Only the text should be kept: print every entry below exactly and leave each image out.
┄┄┄┄┄┄┄┄┄┄
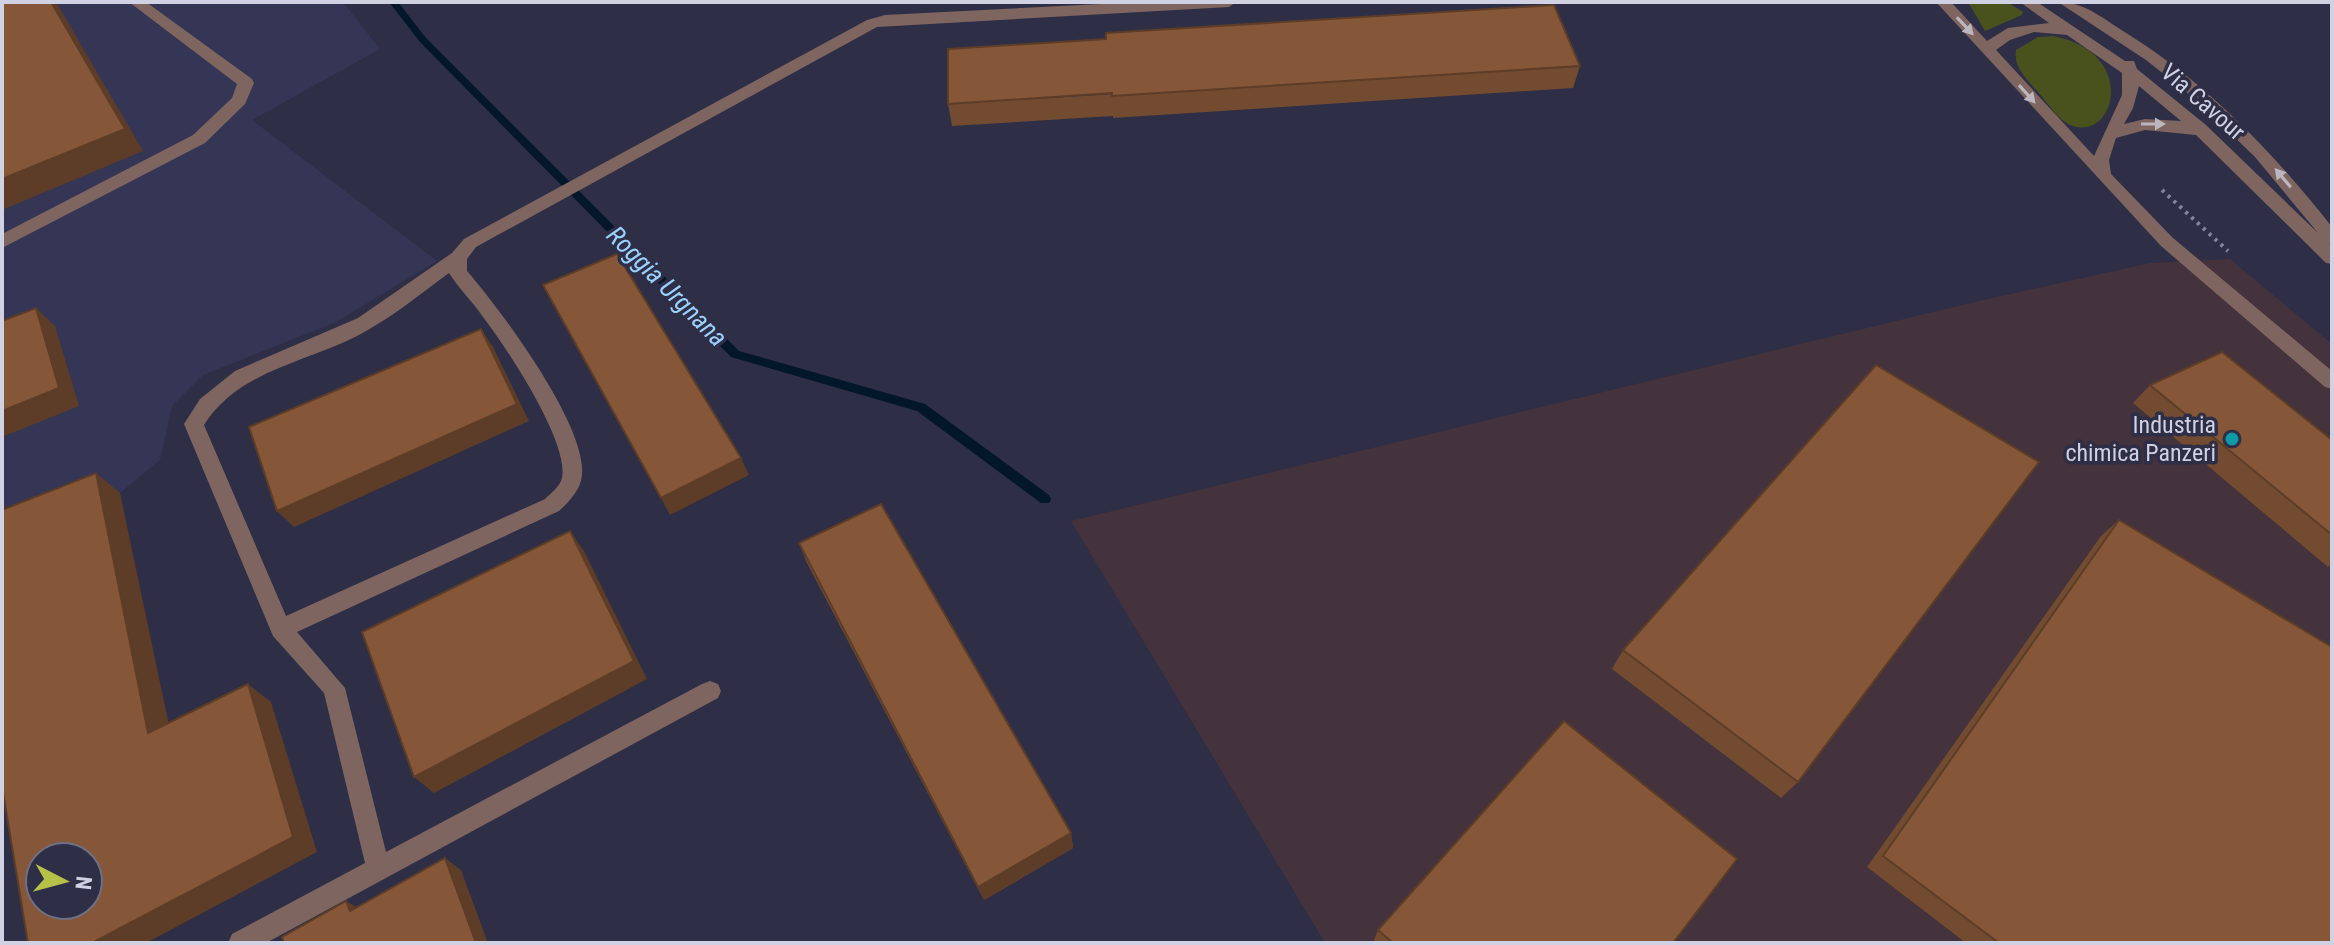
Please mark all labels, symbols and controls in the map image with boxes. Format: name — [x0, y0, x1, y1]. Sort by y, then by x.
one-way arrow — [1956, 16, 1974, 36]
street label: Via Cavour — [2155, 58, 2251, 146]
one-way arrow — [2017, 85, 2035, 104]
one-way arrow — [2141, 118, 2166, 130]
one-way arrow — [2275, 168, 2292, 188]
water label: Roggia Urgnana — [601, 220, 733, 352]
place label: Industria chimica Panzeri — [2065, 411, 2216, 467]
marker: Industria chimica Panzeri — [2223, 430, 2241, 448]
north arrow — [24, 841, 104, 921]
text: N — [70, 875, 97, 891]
┄┄┄┄┄┄┄┄┄┄
Task solution:
Please mark all labels, symbols and controls in the map image with boxes. Format: name — [x0, y0, x1, y1]. Sort by y, then by x.
one-way arrow — [1956, 16, 1974, 36]
street label: Via Cavour — [2155, 58, 2251, 146]
one-way arrow — [2017, 85, 2035, 104]
one-way arrow — [2141, 118, 2166, 130]
one-way arrow — [2275, 168, 2292, 188]
water label: Roggia Urgnana — [601, 220, 733, 352]
place label: Industria chimica Panzeri — [2065, 411, 2216, 467]
marker: Industria chimica Panzeri — [2223, 430, 2241, 448]
north arrow — [24, 841, 104, 921]
text: N — [70, 875, 97, 891]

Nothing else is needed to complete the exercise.